From homeschooling and virtual learning to finding things to do and pass the time, the COVID-19 crisis can be especially difficult for children. What can parents do to make this challenging time easier and more manageable?
Jennifer Lopez is author of the book ‘Chief Executive Mom,’ has home-schooled four of her kids and is the founder of Assistant Pro, a concierge staffing agency that specializes in assisting families with every day, repetitive tasks.
Jennifer’s advice to keep things moving as smoothly as possible and help your kids adjust in this crazy COVID-19 world:
Focus on block scheduling: Rather than saying, “Do it now” or “We’ll get to it later,” create a block of time when a list of tasks must be completed, including schoolwork. In fact, to add consistency and make it easier on your kids, block off the same time each day where various tasks must get done, things like schoolwork, cleaning their rooms or going through old clothes.
Your house may get out of control… and that’s OKAY!! Accept that your home will be lived in during the day and things will become messy and chaotic. Demanding perfection will only drive you insane. Remember, this is temporary.
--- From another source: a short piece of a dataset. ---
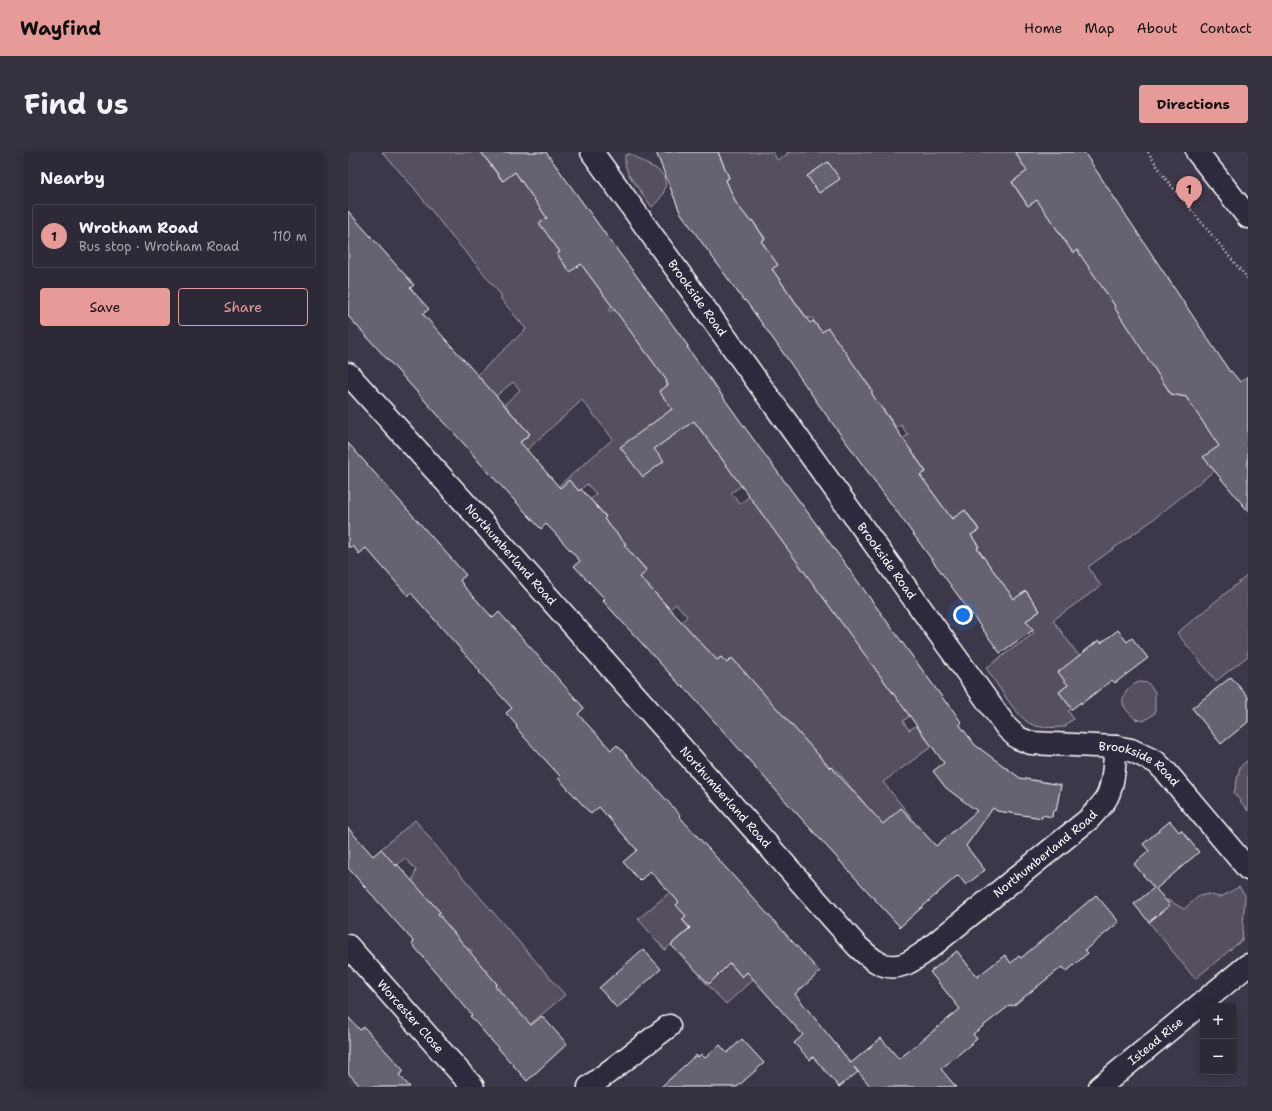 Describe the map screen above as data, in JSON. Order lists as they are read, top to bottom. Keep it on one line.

If you find that the house is getting way out of order, stop everything and play a game together. If your kids are playing a board game with you, that means they aren’t dismantling the toy chest.
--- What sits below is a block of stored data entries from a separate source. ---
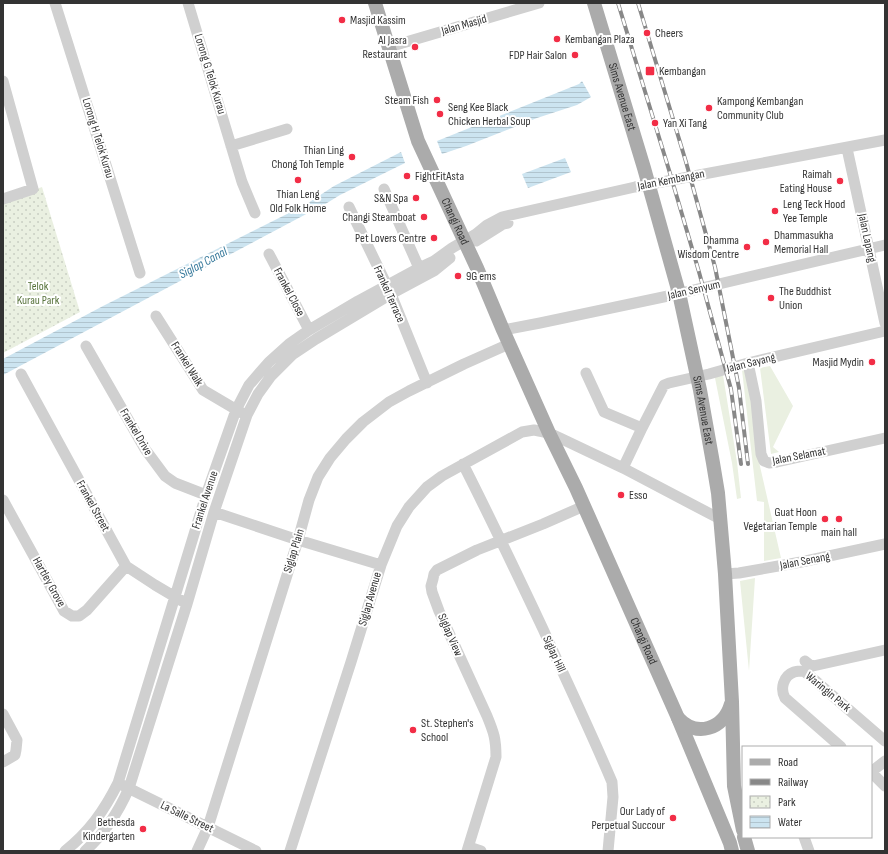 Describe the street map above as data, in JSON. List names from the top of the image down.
{
  "streets": {
    "main road": ["Sims Avenue East", "Changi Road"],
    "street": [
      "Jalan Masjid",
      "Lorong G Telok Kurau",
      "Lorong H Telok Kurau",
      "Jalan Kembangan",
      "Jalan Lapang",
      "Jalan Senyum",
      "Frankel Close",
      "Frankel Terrace",
      "Jalan Sayang",
      "Frankel Walk",
      "Frankel Drive",
      "Jalan Selamat",
      "Frankel Avenue",
      "Frankel Street",
      "Siglap Plain",
      "Jalan Senang",
      "Hartley Grove",
      "Siglap Avenue",
      "Siglap View",
      "Siglap Hill",
      "Waringin Park",
      "La Salle Street"
    ]
  },
  "crossings": [
    ["Jalan Masjid", "Changi Road"],
    ["Sims Avenue East", "Jalan Kembangan"],
    ["Sims Avenue East", "Jalan Senyum"],
    ["Sims Avenue East", "Jalan Sayang"],
    ["Sims Avenue East", "Jalan Senang"],
    ["Jalan Kembangan", "Changi Road"],
    ["Jalan Kembangan", "Jalan Lapang"],
    ["Jalan Kembangan", "Frankel Avenue"],
    ["Changi Road", "Jalan Senyum"],
    ["Changi Road", "Frankel Avenue"],
    ["Changi Road", "Siglap Plain"],
    ["Changi Road", "Siglap Avenue"],
    ["Changi Road", "Siglap View"],
    ["Jalan Lapang", "Jalan Senyum"],
    ["Frankel Close", "Frankel Avenue"],
    ["Frankel Terrace", "Frankel Avenue"],
    ["Frankel Terrace", "Siglap Plain"],
    ["Jalan Sayang", "Jalan Selamat"],
    ["Frankel Walk", "Frankel Avenue"],
    ["Frankel Drive", "Frankel Avenue"],
    ["Frankel Avenue", "Frankel Street"],
    ["Frankel Avenue", "La Salle Street"],
    ["Frankel Street", "Hartley Grove"],
    ["Siglap Plain", "La Salle Street"],
    ["Siglap Avenue", "Siglap Hill"],
    ["Siglap View", "Siglap Hill"]
  ],
  "water": ["Siglap Canal"],
  "parks": ["Telok Kurau Park"],
  "places": {
    "other": [
      "Masjid Kassim",
      "Cheers",
      "Kembangan Plaza",
      "Al Jasra Restaurant",
      "FDP Hair Salon",
      "Steam Fish",
      "Kampong Kembangan Community Club",
      "Seng Kee Black Chicken Herbal Soup",
      "Yan Xi Tang",
      "Thian Ling Chong Toh Temple",
      "FightFitAsta",
      "Thian Leng Old Folk Home",
      "Raimah Eating House",
      "S&N Spa",
      "Leng Teck Hood Yee Temple",
      "Changi Steamboat",
      "Pet Lovers Centre",
      "Dhammasukha Memorial Hall",
      "Dhamma Wisdom Centre",
      "9G ems",
      "The Buddhist Union",
      "Masjid Mydin",
      "Esso",
      "Guat Hoon Vegetarian Temple",
      "main hall",
      "St. Stephen's School",
      "Our Lady of Perpetual Succour",
      "Bethesda Kindergarten"
    ],
    "transit": ["Kembangan"]
  },
  "legend": [
    "Road",
    "Railway",
    "Park",
    "Water"
  ]
}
Be prepared and prep your food: Like clockwork, the kids will be scouring the refrigerator and pantry. Brain work is exhausting and works up an appetite. Include a “snack time” into your block scheduling, but also prepare portioned, healthy, protein rich snacks in advance for easy self-serving, and bellies that will be full, longer. Based on the age of your child, you can include them in the preparation of food. Remember to keep it fun to hold their interest.
Practice consistent practice: The current status of national education is temporary. When all else fails, have your kids practice what they already know for 20 minutes a day. Avoid regression and keep them sharp. Teachers will be fully prepared to teach new lessons when they are back to regular communication. What would be detrimental is if children regress.
Join a local/national online home-school group: If you’ve never home-schooled before, it can be a time full of questions for parents and children. Joining a supportive community is a great resource, especially when you are jumping right in. They are a supportive online bunch and will be a good shoulder to cry on after the difficult days ahead.
Know when to back off with online learning: Teachers don’t hover over kids and neither should parents. It’s counterproductive to your child’s resilience. That much micro-management will decrease their motivation to continue learning. It’s a lot of pressure to have someone looking over your shoulder at your every move. It’s okay to be supportive, but know when to back off.
Set expectations and listen to each other: We are used to having some sense of control in the home, but kids are also used to having some sense of control over their daily interactions and how they behave in public. They may push back since they are losing that control. Listen to them when they say they have a process. It will keep your house more peaceful and your relationship in-tact rather than creating a frustrated rebel. We all have to work together in these trying times.
Don’t forget time for fun: These are tough times for everyone, and we can’t forget about fun. Allow your kids to spend a little time engaging with electronics. Encourage them to Facetime and text with their friends to lift their spirits and keep up social relationships. And of course, have fun as a family playing a game, going for a bike ride or any other activity you can all do together.